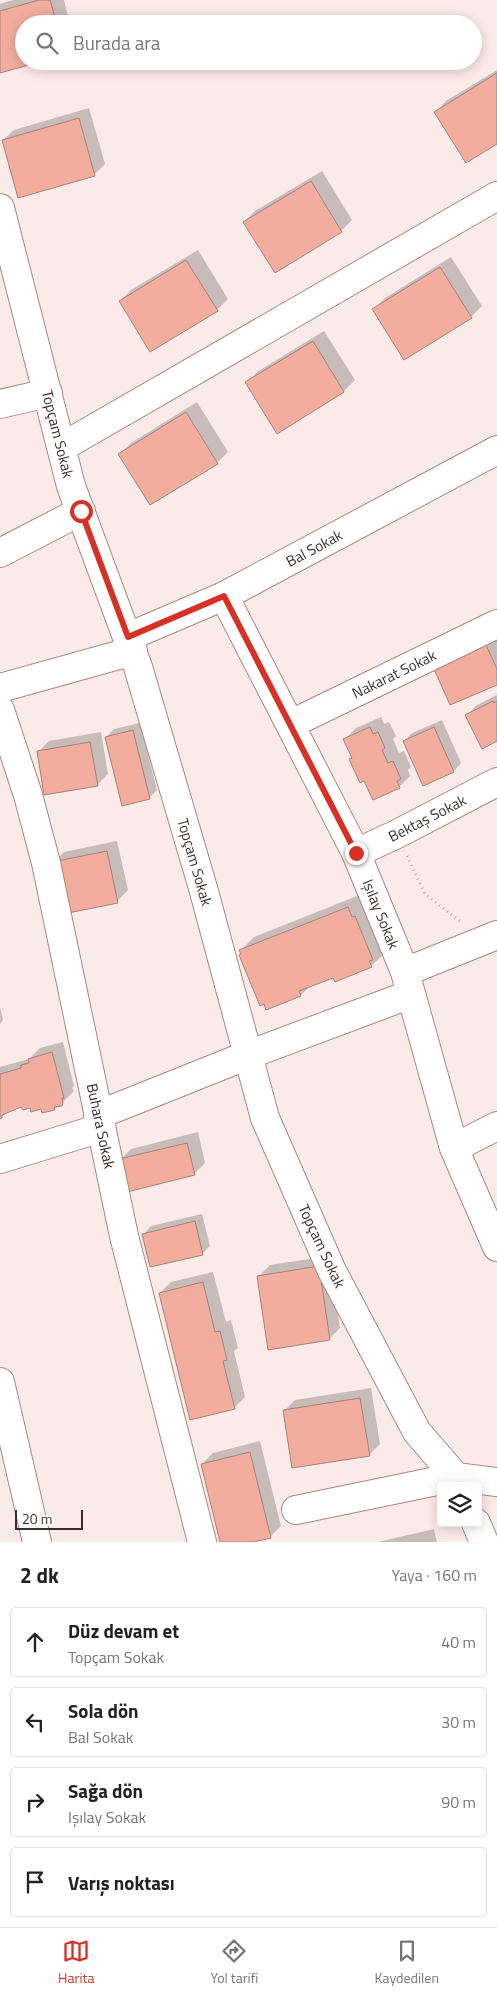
<!DOCTYPE html>
<html lang="tr">
<head>
<meta charset="utf-8">
<style>
  :root { --surface:#fff; --page:#f6f6f6; --text:#222; --muted:#767676; --line:#e0e0e0; --accent:#d93025 }
  body { margin:0; font-family:"Titillium Web",sans-serif; background:var(--page); color:var(--text) }
  .controls { position:absolute; right:15px; bottom:15px; display:grid; overflow:hidden; border-radius:5px; box-shadow:0 2px 12px #0003 }
  .controls button { width:45px; height:45px; display:grid; place-items:center; padding:0; border:0; border-bottom:1px solid var(--line); background:var(--surface); color:var(--text); font:25px sans-serif }
  .scale { position:absolute; left:15px; bottom:12px; width:68px; box-sizing:border-box; padding-left:5px; border:2px solid #3c2d2a; border-top:0; font-size:14px; line-height:18px; white-space:nowrap; color:#3c2d2a; -webkit-text-stroke:4px #fff; paint-order:stroke }
  .stop { position:absolute; width:15px; height:15px; margin:-11px; border:4px solid #d93025; border-radius:50%; background:#fff }
  .stop.end { background:#d93025; border-color:#fff; box-shadow:0 1px 5px #0008 }
  .list { margin:0; padding:0; list-style:none }
  h2 { display:flex; justify-content:space-between; align-items:center; height:65px; margin:0; padding:0 20px; font-size:21px }
  h2 small { font-size:16px; font-weight:400; color:var(--muted) }
  .list li { display:grid; grid-template-columns:32px 1fr auto; gap:15px; align-items:center; box-sizing:border-box; height:70px; margin:0 10px 10px; padding:0 10px; border:1px solid var(--line); border-radius:5px }
  .list b { display:block; font-size:19px; white-space:nowrap }
  .list p { margin:0; font-size:16px; white-space:nowrap; color:var(--muted) }
  .list em { font-size:16px; font-style:normal; color:var(--muted) }
  .icon { flex:none; width:28px; height:28px; fill:none; stroke:currentColor; stroke-width:2; stroke-linecap:round; stroke-linejoin:round }
  .map { position:relative; flex:none; width:497px; height:1542px; overflow:hidden }
  .search { position:absolute; background:var(--surface); box-shadow:0 2px 12px #0003; left:15px; right:15px; top:15px; height:55px; display:flex; align-items:center; gap:12px; box-sizing:border-box; padding:0 18px; border-radius:28px; color:var(--muted); font-size:19px }
  .sheet { height:385px; background:var(--surface) }
  nav { display:flex; justify-content:space-around; align-items:center; box-sizing:border-box; height:70px; border-top:1px solid var(--line); background:var(--surface); font-size:14px; color:var(--muted) }
  nav a { display:grid; justify-items:center; gap:2px }
  nav .on { color:var(--accent) }
  .map>svg:first-child { display:block }
  .shadow { fill:#0003 }
  .building { fill:#f2ad9e; stroke:#a5827a }
  .lines { fill:none; stroke-linecap:round; stroke-linejoin:round }
  .minor-casing { stroke:#aa877f; stroke-width:30 }
  .path { stroke:#baaaa7; stroke-width:3; stroke-dasharray:1 4; stroke-linecap:butt }
  .minor { stroke:#fff; stroke-width:28 }
  .route { stroke:#d93025; stroke-width:6 }
  .labels { text-anchor:middle; dominant-baseline:central; stroke-width:5; stroke-linejoin:round; paint-order:stroke }
  .street-label { font-size:15px; fill:#3c2d2a; stroke:#fff }
</style>
</head>
<body>
<div class="map">
<svg width="497" height="1542" viewBox="0 0 497 1542">
  <rect width="100%" height="100%" fill="#fbebe8"/>
  <path class="shadow" d="M13 0H64L70 24H24L0 72V4Z
    M497 70V143L436 112 446 101Z
    M89 108 105 164 94 175 3 140 14 130Z
    M322 171 352 220 341 231 275 272 244 222 255 211Z
    M198 250 228 299 217 310 151 351 120 301 131 290Z
    M451 257 482 306 471 317 374 309 385 298Z
    M324 331 355 380 344 391 277 432 247 383 257 372Z
    M197 402 228 452 217 463 120 454 131 443Z
    M497 634V683L431 658Z
    M497 695V739L466 716 477 705Z
    M381 717 384 724 389 722 396 736 393 739 399 753 404 751 411 767 408 770 410 776 399 787 373 798 365 780 350 760 353 757 345 739 356 728Z
    M442 720 461 763 454 771 424 784 404 741 412 733Z
    M140 723 157 790 149 798 106 737 114 729Z
    M101 732 108 774 97 785 38 752 49 741Z
    M117 841 128 890 117 901 54 862 64 852Z
    M362 894 385 953 371 966 333 976 310 986 301 995 240 955 242 953 241 950 254 937Z
    M0 1007 3 1020 0 1024Z
    M63 1042 74 1086 72 1088 74 1091 61 1104 54 1109 22 1106 7 1112 0 1118V1065V1067L29 1059 40 1048Z
    M198 1132 205 1163 194 1174 120 1160 131 1149Z
    M202 1214 210 1246 203 1253 151 1266 144 1234 151 1226Z
    M329 1256 340 1328 329 1339 259 1276 270 1265Z
    M213 1272 226 1322 231 1320 238 1348 234 1351 245 1397 234 1408 160 1293 171 1282Z
    M371 1388 380 1444 369 1455 284 1411 295 1400Z
    M260 1441 281 1526 270 1537 248 1542H221L202 1464 213 1453Z
    M434 1529 437 1542H378Z"/>
  <path class="building" d="M39 0H50L57 24H24V61H43L0 73V11Z
    M497 73V144L466 163 434 112Z
    M79 118 95 176 18 198 2 140Z
    M311 181 342 232 275 273 243 222Z
    M186 260 218 311 150 352 119 301Z
    M440 267 472 318 404 360 372 309Z
    M313 341 344 392 277 434 245 382Z
    M186 412 218 464 150 505 118 454Z
    M482 636 497 669V685L450 705 429 658Z
    M493 701 494 703 497 701V741L482 749 465 715Z
    M370 727 373 734 378 732 385 748 382 750 388 763 393 761 401 779 397 781 400 788 373 800 364 781 360 783 349 759 352 758 343 739Z
    M434 727 454 772 423 786 403 741Z
    M133 730 150 799 122 806 105 737Z
    M90 742 98 786 44 795 37 751Z
    M107 851 118 903 63 914 52 862Z
    M348 907 352 917 355 916 373 960 369 961 372 967 335 982 333 978 299 991 301 996 266 1010 264 1004 260 1006 239 955 241 954 239 950Z
    M52 1052 64 1098H62L63 1103 62 1106 54 1107 55 1110 42 1113 41 1109 31 1112 30 1108 23 1110 21 1107 2 1115V1118L0 1119V1074L21 1068V1065L29 1063 28 1059Z
    M187 1143 195 1175 127 1192 119 1159Z
    M195 1221 203 1255 150 1267 142 1234Z
    M319 1266 330 1340 268 1350 257 1276Z
    M203 1282 215 1332 220 1331 227 1360 223 1361 235 1409 190 1420 159 1293Z
    M360 1398 370 1456 292 1468 283 1410Z
    M250 1452 271 1538 253 1542H220L201 1464Z"/>
  <g class="lines">
    <g class="minor-casing">
      <path id="minor" d="M0 208 71 486 138 667 203 888 265 1118 332 1271 417 1432 456 1477 460 1486
        M0 404 48 393
        M62 447 497 196
        M0 553 81 511
        M224 596 356 853 405 972 454 1148 497 1247
        M128 637 224 596 497 450
        M0 688 133 651
        M0 710 28 795 46 863 124 1236 202 1542
        M291 724 497 624
        M356 853 397 834 497 782
        M405 972 497 935
        M98 1115 248 1055 411 994
        M454 1148 497 1126
        M0 1159 101 1128
        M0 1382 37 1542
        M296 1510 456 1477 497 1482
        M476 1523 484 1542"/>
    </g>
    <path class="path" d="M407 856 425 894 462 923"/>
    <use href="#minor" class="minor"/>
  </g>
  <g class="lines">
    <path class="route" d="M81 511 128 637 224 596 356 853"/>
  </g>
  <g class="labels">
    <g class="street-label">
      <text transform="translate(58 434) rotate(76)">Topçam Sokak</text>
      <text transform="translate(314 548) rotate(-28)">Bal Sokak</text>
      <text transform="translate(394 674) rotate(-26)">Nakarat Sokak</text>
      <text transform="translate(427 818) rotate(-27)">Bektaş Sokak</text>
      <text transform="translate(195 862) rotate(74)">Topçam Sokak</text>
      <text transform="translate(381 914) rotate(68)">Işılay Sokak</text>
      <text transform="translate(101 1126) rotate(78)">Buhara Sokak</text>
      <text transform="translate(322 1246) rotate(65)">Topçam Sokak</text>
    </g>
  </g>
</svg>
<div class="controls">
<button><svg class="icon" aria-label="layers" viewBox="0 0 24 24"><path d="M12 4l9 5-9 5-9-5zM3 14l9 5 9-5"/></svg></button>
</div>
<div class="scale">20 m</div>
<div class="stop" style="left:81px;top:511px"></div>
<div class="stop end" style="left:356px;top:853px"></div>
<div class="search"><svg class="icon" aria-label="search" viewBox="0 0 24 24"><circle cx="10" cy="10" r="6"/><path d="M15 15l6 6"/></svg>Burada ara</div>
</div>
<section class="sheet">
<h2>2 dk<small>Yaya · 160 m</small></h2>
<ul class="list">
<li><svg class="icon" aria-label="ahead" viewBox="0 0 24 24"><path d="M12 20V5M6 11l6-6 6 6"/></svg><div><b>Düz devam et</b><p>Topçam Sokak</p></div><em>40 m</em></li>
<li><svg class="icon" aria-label="left" viewBox="0 0 24 24"><path d="M17 20v-9H6M10 6l-5 5 5 5"/></svg><div><b>Sola dön</b><p>Bal Sokak</p></div><em>30 m</em></li>
<li><svg class="icon" aria-label="right" viewBox="0 0 24 24"><path d="M7 20v-9h11M14 6l5 5-5 5"/></svg><div><b>Sağa dön</b><p>Işılay Sokak</p></div><em>90 m</em></li>
<li><svg class="icon" aria-label="arrive" viewBox="0 0 24 24"><path d="M6 21V4h12l-3 4 3 4H6"/></svg><div><b>Varış noktası</b></div></li>
</ul>
</section>
<nav>
<a class="on"><svg class="icon" aria-label="map" viewBox="0 0 24 24"><path d="M3 6l6-2 6 2 6-2v14l-6 2-6-2-6 2zM9 4v14M15 6v14"/></svg>Harita</a>
<a><svg class="icon" aria-label="directions" viewBox="0 0 24 24"><path d="M12 3l9 9-9 9-9-9zM9 14v-3h6M13 9l2 2-2 2"/></svg>Yol tarifi</a>
<a><svg class="icon" aria-label="saved" viewBox="0 0 24 24"><path d="M7 4h10v16l-5-4-5 4z"/></svg>Kaydedilen</a>
</nav>
</body>
</html>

########

Task to complete
How many lines in the entries include "serif"? Only the number is wanted.

Worked solution
2